RECORDED INFORMATION: Begin
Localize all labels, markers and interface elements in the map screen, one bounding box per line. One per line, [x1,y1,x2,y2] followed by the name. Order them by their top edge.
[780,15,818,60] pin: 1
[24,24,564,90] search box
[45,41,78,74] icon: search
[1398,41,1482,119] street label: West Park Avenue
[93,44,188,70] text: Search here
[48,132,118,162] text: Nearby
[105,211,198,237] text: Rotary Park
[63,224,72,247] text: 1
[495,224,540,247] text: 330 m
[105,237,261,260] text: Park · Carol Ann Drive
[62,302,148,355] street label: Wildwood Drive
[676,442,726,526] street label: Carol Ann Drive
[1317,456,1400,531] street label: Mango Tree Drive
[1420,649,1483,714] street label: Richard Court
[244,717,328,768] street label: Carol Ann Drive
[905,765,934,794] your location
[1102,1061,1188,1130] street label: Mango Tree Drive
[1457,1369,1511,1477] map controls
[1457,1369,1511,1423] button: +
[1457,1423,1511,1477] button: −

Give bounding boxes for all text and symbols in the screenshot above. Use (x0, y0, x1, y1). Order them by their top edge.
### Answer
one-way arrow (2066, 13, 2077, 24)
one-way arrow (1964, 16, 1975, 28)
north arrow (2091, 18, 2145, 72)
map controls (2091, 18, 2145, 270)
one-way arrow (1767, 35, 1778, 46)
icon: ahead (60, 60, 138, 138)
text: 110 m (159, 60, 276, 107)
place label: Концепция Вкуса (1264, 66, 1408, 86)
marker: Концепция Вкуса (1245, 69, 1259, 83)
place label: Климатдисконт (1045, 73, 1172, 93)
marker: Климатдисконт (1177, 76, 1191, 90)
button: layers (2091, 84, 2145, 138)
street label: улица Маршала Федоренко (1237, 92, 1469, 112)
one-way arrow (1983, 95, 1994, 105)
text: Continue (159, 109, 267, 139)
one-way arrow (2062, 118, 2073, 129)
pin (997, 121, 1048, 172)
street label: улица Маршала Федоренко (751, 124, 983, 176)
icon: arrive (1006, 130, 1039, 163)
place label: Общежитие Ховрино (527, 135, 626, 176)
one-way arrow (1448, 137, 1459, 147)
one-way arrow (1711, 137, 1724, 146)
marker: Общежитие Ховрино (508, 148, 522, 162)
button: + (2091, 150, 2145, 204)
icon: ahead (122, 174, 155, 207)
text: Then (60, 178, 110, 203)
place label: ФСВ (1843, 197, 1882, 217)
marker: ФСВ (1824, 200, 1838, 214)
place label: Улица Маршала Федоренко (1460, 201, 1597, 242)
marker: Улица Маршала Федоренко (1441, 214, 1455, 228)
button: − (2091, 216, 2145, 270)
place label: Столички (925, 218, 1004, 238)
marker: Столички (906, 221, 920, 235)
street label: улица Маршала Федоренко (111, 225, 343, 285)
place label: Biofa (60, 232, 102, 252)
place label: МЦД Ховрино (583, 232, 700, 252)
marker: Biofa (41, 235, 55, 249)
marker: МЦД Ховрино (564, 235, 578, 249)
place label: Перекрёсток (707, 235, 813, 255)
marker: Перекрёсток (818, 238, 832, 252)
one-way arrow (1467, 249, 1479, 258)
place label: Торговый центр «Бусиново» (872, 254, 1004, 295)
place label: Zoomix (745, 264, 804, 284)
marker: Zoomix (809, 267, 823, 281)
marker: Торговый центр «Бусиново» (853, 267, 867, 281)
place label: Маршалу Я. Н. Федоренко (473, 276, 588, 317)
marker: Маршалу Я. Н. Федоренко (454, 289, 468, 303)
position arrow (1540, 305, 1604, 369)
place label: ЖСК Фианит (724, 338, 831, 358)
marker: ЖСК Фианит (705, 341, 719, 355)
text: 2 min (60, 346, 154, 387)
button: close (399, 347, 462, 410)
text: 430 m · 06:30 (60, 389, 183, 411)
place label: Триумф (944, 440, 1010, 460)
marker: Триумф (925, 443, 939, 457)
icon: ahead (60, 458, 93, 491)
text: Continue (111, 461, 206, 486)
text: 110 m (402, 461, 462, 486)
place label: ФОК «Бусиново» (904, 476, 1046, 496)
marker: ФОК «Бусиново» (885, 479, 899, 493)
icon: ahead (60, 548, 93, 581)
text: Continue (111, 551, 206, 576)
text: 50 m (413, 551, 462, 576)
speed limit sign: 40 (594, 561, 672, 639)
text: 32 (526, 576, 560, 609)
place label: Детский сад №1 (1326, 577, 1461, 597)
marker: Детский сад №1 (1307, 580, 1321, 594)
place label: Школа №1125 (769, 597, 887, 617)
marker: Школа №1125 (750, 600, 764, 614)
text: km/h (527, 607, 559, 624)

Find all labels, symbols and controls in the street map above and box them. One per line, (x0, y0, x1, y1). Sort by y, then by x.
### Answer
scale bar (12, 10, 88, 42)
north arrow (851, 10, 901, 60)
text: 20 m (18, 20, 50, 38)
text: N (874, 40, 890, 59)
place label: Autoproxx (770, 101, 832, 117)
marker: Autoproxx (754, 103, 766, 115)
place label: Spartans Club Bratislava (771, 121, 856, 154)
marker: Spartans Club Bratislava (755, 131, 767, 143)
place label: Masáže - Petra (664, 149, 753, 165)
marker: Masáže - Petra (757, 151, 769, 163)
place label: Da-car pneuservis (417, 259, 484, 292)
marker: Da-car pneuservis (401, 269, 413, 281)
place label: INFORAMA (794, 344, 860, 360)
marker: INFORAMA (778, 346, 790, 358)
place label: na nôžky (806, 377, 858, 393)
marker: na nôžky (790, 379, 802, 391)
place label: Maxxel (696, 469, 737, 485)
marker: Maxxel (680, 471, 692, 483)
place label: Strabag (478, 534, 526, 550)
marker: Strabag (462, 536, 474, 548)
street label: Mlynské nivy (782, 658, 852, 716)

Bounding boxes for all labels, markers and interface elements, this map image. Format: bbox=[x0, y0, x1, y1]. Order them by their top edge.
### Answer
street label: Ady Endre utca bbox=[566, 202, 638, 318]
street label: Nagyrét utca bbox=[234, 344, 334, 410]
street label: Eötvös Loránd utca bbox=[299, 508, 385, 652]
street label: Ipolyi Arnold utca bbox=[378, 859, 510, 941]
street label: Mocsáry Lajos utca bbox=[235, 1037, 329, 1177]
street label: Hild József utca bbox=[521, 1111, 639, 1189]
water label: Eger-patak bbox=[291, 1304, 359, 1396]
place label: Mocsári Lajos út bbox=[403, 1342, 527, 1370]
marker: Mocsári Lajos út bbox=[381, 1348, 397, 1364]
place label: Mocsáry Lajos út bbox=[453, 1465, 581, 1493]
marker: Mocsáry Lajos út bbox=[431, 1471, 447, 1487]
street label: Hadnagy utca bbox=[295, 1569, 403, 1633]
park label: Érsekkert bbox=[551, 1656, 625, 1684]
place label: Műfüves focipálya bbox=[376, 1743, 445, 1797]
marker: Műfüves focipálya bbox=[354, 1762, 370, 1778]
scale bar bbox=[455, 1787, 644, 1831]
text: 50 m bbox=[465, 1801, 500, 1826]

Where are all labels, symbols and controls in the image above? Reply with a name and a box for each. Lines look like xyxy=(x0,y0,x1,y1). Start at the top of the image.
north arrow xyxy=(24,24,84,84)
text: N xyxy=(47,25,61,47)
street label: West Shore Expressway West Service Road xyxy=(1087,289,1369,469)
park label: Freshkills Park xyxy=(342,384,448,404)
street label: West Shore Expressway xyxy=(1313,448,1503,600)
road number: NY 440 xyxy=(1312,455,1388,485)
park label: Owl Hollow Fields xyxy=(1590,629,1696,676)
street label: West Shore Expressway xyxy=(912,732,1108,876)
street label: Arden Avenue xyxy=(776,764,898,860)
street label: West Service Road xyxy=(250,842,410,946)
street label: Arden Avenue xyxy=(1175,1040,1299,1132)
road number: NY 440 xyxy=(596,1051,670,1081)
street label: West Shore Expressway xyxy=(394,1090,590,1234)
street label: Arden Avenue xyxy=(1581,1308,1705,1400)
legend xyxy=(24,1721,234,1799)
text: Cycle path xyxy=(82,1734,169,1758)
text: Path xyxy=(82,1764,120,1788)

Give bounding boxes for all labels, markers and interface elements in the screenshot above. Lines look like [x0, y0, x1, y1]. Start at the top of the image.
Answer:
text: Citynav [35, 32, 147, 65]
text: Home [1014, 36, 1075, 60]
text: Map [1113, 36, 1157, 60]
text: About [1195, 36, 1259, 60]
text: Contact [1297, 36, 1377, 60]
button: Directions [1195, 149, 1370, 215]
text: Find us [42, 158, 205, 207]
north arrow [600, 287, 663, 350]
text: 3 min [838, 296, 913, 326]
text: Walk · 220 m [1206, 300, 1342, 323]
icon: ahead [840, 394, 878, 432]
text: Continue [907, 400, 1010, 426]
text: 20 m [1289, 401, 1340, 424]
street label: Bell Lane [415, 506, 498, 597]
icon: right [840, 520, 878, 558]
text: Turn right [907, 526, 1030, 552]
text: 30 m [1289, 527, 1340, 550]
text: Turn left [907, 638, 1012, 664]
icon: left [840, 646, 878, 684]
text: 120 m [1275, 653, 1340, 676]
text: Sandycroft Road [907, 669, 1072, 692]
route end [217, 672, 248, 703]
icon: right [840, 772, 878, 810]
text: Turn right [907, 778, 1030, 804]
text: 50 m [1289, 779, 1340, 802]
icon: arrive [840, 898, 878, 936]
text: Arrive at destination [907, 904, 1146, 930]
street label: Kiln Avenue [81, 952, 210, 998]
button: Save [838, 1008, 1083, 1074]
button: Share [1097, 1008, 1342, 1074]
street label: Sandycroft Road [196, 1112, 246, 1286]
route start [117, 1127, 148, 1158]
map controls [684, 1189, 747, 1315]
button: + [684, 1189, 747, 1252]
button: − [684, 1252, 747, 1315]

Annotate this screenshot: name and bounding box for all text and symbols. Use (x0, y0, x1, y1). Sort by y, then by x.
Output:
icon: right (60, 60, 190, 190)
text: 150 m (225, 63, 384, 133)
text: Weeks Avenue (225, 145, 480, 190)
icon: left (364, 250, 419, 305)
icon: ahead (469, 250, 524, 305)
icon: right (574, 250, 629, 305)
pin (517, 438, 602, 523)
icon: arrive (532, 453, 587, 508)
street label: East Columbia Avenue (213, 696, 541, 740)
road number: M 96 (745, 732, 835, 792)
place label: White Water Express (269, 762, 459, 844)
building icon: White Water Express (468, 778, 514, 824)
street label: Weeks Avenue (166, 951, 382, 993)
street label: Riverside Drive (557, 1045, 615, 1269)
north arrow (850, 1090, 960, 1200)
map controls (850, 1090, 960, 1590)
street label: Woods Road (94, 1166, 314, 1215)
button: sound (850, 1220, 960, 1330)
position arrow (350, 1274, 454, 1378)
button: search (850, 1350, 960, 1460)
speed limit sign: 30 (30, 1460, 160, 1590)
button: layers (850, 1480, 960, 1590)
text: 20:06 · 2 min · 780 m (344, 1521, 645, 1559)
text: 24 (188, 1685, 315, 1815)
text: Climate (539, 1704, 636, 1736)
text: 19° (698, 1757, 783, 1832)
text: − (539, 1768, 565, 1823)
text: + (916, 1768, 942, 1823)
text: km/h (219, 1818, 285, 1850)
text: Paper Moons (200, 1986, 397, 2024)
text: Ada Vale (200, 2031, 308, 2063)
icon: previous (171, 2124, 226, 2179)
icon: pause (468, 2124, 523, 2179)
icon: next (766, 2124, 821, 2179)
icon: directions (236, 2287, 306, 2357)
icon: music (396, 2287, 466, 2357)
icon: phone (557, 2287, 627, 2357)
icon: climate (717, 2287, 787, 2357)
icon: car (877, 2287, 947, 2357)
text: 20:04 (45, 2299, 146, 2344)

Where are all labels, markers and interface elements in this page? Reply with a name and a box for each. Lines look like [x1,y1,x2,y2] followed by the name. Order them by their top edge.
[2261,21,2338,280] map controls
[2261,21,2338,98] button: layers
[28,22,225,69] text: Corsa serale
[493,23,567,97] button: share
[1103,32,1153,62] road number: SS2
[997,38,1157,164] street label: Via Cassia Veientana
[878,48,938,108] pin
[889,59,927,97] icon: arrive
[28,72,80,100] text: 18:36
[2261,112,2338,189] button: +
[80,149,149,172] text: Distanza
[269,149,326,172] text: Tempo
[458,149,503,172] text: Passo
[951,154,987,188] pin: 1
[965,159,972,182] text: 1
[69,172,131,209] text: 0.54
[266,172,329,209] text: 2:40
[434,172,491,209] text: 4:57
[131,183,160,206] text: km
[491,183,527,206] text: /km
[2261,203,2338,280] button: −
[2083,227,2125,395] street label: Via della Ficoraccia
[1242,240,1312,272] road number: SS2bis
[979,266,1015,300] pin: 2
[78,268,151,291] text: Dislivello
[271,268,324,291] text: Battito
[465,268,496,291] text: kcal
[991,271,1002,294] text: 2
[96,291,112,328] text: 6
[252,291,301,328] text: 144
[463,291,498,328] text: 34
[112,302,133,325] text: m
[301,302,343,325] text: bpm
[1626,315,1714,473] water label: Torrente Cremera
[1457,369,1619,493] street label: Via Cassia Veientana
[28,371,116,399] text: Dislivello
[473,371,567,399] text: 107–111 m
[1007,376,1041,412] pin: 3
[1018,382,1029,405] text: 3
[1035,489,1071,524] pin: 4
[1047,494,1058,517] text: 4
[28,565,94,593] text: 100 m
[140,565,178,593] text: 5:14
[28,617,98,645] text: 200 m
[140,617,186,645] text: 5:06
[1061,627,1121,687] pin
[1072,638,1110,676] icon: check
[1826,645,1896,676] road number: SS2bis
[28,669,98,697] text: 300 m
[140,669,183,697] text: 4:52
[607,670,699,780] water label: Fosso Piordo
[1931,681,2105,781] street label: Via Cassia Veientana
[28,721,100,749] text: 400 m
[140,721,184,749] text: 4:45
RECORDED INFORMATION: End
DIRECTIONS
From the line that has "Find all labels, symbols" through the line that has "y1]. Order them by their top edge.", copy every line exactly as it appears above, and leave out all others.

EXERCISE OUTPUT
Find all labels, symbols and controls in the street map above and box them. One per line, (x0, y0, x1, y1). Sort by y, then by x.
### Answer
scale bar (12, 10, 88, 42)
north arrow (851, 10, 901, 60)
text: 20 m (18, 20, 50, 38)
text: N (874, 40, 890, 59)
place label: Autoproxx (770, 101, 832, 117)
marker: Autoproxx (754, 103, 766, 115)
place label: Spartans Club Bratislava (771, 121, 856, 154)
marker: Spartans Club Bratislava (755, 131, 767, 143)
place label: Masáže - Petra (664, 149, 753, 165)
marker: Masáže - Petra (757, 151, 769, 163)
place label: Da-car pneuservis (417, 259, 484, 292)
marker: Da-car pneuservis (401, 269, 413, 281)
place label: INFORAMA (794, 344, 860, 360)
marker: INFORAMA (778, 346, 790, 358)
place label: na nôžky (806, 377, 858, 393)
marker: na nôžky (790, 379, 802, 391)
place label: Maxxel (696, 469, 737, 485)
marker: Maxxel (680, 471, 692, 483)
place label: Strabag (478, 534, 526, 550)
marker: Strabag (462, 536, 474, 548)
street label: Mlynské nivy (782, 658, 852, 716)

Bounding boxes for all labels, markers and interface elements, this map image. Format: bbox=[x0, y0, x1, y1]. Order them by their top edge.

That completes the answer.